Re: Timestamp in the trace files

From: Mladen Gogala <>
Date: Wed, 6 Jan 2010 21:48:46 +0000 (UTC)
Message-ID: <>

On Wed, 06 Jan 2010 21:10:56 +0100, Maxim Demenko wrote:

> Sorry, of course, i am interpreting your words like it better suit my
> needs ;-)
> But either your meant to say "The application has run on 05-Jan-2010" -
> in that case my previous post still applies, or it run indeed on
> 05-Jan-2009 and my math is wrong, but then it is unclear with "The
> result is January 28th, 2009, which is almost a year off".
> Best regards
> Maxim

Maxim, you helped me a lot! It works now.
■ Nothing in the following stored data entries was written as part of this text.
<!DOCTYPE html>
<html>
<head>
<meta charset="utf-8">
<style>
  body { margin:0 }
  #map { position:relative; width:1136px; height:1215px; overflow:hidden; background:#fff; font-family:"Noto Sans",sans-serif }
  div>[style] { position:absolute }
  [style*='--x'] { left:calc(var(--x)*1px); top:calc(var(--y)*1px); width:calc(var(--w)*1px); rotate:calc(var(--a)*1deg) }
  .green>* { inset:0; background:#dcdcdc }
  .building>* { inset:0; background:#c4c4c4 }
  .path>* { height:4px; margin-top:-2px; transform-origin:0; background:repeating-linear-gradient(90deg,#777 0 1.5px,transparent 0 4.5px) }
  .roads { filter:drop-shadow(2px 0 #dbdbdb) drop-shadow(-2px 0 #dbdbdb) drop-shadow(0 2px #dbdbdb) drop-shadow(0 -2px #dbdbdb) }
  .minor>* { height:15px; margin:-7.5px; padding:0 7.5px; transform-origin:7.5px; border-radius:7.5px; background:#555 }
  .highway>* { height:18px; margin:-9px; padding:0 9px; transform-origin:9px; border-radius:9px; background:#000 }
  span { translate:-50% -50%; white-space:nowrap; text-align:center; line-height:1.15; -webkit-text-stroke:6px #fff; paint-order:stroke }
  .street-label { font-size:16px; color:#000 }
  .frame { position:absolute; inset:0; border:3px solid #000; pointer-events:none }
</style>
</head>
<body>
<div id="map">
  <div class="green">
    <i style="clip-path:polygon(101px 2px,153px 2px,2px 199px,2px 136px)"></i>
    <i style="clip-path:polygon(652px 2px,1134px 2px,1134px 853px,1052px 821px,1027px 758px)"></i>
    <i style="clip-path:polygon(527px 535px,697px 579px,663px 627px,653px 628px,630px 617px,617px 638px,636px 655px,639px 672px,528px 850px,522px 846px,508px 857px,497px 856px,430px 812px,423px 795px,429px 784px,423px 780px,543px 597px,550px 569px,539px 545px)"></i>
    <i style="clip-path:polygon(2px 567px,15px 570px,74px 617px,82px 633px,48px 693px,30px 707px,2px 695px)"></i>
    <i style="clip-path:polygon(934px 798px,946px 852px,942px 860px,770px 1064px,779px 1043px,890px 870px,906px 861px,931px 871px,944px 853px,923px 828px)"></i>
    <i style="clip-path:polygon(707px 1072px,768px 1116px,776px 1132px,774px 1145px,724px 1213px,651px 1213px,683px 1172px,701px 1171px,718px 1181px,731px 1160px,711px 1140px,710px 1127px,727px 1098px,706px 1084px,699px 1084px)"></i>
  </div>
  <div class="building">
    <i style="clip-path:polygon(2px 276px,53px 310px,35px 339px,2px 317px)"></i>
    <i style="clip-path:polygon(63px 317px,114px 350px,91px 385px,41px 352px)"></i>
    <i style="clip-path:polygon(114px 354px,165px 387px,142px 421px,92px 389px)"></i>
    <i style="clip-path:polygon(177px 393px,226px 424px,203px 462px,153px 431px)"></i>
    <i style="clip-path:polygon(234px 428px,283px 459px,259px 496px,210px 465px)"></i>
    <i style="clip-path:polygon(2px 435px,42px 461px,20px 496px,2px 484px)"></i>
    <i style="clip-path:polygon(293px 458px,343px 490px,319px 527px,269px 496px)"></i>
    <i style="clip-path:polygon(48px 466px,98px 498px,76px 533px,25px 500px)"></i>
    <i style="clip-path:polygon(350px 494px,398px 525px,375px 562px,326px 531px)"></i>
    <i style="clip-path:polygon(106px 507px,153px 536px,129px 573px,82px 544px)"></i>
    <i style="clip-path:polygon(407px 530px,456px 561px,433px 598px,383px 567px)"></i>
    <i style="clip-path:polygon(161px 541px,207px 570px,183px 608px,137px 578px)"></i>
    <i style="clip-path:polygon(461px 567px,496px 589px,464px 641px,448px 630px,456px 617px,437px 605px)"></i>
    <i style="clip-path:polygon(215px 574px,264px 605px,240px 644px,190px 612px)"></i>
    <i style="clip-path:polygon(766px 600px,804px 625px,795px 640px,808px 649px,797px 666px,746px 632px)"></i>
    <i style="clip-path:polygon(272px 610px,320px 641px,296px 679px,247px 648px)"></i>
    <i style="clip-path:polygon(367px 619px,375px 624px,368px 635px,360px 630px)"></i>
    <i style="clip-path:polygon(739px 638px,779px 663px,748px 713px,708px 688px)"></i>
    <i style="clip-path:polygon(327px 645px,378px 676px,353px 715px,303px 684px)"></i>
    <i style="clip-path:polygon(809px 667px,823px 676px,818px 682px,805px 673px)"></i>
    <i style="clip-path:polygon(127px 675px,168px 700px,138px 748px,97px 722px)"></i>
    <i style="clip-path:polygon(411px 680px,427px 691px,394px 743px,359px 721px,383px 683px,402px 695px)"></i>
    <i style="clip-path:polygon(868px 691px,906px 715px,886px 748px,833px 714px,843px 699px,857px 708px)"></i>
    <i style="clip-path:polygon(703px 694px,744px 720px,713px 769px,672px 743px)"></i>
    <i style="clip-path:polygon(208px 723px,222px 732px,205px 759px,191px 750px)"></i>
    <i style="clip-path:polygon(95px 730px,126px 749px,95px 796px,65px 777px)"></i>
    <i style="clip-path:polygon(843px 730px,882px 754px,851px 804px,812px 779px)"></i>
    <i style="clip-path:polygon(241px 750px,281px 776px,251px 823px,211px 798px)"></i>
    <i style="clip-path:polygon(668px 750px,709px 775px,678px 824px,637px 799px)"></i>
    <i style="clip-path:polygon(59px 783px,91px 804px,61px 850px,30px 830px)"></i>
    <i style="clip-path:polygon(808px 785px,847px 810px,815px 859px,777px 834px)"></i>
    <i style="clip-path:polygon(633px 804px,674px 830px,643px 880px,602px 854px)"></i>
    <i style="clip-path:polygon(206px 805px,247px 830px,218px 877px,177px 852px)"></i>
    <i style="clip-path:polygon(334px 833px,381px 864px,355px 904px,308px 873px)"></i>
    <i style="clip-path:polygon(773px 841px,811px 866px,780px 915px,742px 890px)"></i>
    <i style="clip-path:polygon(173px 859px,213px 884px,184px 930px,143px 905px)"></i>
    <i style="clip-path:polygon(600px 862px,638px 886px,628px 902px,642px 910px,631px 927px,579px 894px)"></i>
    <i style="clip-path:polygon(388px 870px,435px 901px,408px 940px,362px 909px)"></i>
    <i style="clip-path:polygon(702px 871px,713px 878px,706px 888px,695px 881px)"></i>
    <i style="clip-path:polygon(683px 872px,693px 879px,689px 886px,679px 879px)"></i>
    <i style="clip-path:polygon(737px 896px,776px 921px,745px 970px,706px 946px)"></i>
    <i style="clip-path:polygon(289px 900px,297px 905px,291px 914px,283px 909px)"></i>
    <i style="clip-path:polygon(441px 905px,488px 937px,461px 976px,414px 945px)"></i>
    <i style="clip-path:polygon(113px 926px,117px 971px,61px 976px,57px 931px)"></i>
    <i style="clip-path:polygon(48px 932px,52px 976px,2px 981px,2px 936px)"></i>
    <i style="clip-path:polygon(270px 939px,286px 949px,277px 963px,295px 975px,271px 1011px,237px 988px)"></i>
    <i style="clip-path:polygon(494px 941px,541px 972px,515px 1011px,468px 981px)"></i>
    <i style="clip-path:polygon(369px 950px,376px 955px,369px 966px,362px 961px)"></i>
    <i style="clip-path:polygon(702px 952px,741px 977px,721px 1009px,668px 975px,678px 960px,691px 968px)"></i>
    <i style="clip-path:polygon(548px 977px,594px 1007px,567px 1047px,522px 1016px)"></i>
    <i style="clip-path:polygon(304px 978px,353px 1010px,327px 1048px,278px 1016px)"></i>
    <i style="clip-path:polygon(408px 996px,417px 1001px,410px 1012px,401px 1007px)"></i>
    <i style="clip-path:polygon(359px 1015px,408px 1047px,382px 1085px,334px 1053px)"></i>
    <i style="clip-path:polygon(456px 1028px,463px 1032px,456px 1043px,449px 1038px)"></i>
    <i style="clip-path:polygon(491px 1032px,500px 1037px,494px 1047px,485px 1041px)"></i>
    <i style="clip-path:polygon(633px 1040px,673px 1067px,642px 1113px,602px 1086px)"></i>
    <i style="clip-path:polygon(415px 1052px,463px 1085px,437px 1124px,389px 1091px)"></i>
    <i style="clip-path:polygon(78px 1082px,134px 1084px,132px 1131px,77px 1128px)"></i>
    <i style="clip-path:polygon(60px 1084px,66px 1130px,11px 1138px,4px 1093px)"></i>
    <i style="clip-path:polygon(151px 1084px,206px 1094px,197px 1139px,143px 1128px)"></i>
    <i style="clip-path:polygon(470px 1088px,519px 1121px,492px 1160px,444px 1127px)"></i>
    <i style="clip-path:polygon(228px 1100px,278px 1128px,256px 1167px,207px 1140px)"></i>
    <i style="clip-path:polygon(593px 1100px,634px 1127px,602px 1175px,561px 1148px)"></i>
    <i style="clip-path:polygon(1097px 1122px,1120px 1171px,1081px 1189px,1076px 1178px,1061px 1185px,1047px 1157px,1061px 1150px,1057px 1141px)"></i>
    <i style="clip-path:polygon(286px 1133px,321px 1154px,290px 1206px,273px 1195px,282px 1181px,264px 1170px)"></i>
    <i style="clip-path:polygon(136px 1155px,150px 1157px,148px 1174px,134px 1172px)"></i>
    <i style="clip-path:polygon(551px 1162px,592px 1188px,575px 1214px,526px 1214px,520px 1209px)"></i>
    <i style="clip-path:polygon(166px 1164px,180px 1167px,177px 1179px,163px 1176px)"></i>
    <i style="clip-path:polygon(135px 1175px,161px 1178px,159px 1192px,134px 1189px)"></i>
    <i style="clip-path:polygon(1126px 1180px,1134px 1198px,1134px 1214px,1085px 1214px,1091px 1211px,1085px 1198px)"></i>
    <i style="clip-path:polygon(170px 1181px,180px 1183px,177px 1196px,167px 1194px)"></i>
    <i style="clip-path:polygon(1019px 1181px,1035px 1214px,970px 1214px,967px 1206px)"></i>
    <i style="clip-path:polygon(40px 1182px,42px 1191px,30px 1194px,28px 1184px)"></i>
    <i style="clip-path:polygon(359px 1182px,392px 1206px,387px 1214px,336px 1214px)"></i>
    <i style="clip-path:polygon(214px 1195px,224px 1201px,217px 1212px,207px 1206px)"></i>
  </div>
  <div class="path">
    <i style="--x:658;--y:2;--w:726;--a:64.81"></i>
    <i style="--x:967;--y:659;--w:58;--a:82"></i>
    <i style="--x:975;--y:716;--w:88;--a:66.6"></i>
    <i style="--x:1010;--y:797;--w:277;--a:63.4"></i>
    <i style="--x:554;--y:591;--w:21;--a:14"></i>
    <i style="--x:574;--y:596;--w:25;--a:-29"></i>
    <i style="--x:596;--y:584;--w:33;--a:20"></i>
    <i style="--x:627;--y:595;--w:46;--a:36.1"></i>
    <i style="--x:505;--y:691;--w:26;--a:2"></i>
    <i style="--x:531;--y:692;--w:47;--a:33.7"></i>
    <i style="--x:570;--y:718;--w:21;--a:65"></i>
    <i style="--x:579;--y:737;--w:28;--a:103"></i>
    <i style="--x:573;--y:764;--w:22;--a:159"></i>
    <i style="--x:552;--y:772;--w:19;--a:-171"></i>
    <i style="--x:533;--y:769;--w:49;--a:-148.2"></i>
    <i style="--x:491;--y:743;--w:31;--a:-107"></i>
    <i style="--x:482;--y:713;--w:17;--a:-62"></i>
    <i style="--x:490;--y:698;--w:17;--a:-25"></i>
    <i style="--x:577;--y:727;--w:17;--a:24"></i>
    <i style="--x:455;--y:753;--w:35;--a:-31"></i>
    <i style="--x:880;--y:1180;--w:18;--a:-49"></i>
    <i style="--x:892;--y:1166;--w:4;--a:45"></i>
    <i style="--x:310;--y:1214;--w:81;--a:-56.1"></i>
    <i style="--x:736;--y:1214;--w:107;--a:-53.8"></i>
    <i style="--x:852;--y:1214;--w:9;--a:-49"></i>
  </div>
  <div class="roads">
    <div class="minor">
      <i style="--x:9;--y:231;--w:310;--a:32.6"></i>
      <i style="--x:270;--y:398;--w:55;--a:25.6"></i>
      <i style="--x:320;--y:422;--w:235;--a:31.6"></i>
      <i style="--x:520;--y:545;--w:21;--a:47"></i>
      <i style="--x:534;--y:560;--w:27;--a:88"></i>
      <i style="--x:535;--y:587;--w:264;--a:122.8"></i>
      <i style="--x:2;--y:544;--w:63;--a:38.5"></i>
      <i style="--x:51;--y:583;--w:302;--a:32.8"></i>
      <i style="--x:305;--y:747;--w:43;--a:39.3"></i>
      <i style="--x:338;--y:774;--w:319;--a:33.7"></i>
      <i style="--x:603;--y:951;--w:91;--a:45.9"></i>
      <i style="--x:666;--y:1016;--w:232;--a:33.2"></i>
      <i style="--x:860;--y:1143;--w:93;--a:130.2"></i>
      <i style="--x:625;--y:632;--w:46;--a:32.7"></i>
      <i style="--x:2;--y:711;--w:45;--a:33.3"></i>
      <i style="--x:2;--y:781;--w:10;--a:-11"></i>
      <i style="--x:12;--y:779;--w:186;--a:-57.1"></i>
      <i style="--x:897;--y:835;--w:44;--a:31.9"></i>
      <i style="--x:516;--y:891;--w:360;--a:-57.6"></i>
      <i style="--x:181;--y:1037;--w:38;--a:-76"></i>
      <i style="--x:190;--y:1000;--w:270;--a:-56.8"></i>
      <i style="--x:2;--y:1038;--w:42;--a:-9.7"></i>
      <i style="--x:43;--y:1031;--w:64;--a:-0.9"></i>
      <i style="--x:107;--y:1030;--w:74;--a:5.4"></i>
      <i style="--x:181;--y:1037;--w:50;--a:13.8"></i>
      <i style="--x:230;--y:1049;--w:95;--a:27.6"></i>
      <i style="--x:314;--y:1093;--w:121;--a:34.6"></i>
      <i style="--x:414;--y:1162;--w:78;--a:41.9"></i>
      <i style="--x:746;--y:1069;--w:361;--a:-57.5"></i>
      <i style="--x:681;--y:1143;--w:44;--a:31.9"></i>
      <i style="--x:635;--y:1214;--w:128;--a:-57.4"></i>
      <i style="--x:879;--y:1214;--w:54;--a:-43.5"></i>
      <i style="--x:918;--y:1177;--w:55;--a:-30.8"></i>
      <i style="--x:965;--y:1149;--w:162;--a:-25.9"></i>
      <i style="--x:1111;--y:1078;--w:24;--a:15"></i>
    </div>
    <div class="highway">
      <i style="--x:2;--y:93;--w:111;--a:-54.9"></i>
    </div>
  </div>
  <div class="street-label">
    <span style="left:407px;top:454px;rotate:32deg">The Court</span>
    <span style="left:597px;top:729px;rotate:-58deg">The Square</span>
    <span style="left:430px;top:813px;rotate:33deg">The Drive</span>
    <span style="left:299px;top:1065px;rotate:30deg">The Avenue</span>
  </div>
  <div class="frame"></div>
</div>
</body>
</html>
Here is the result, written in The algorithm is yours, I just had to apply it properly. Thanks again for your help. I must be getting senile these days.

#!/usr/bin/perl -w
use strict;
sub cnv_tim($);

sub cnv_tim($) {

    my $A = shift;
    my ( $sec, $min, $hr, $dd, $mm, $yr ) =       localtime( ( $A * 1024 ) / 1000000000 );     $yr += 1900;
    my $str = sprintf( "%d-%d-%d %d:%d:%d\n", $yr, $mm, $dd, $hr, $min, $sec );

    return ($str);
map { print "tim=$_ --> ", cnv_tim($_); } _at_ARGV;

Here is how to run it:

mgogala_at_nycwxp2622:/tmp$ ./ttt 1233122413959653 tim=1233122413959653 --> 2010-1-5 13:49:11                 

You can put as many "tim" timestamps on the command line as necessary, the script will convert them all, one line per timestamp. Some people object to my function declarations but I used to program in C and have carried over some habits.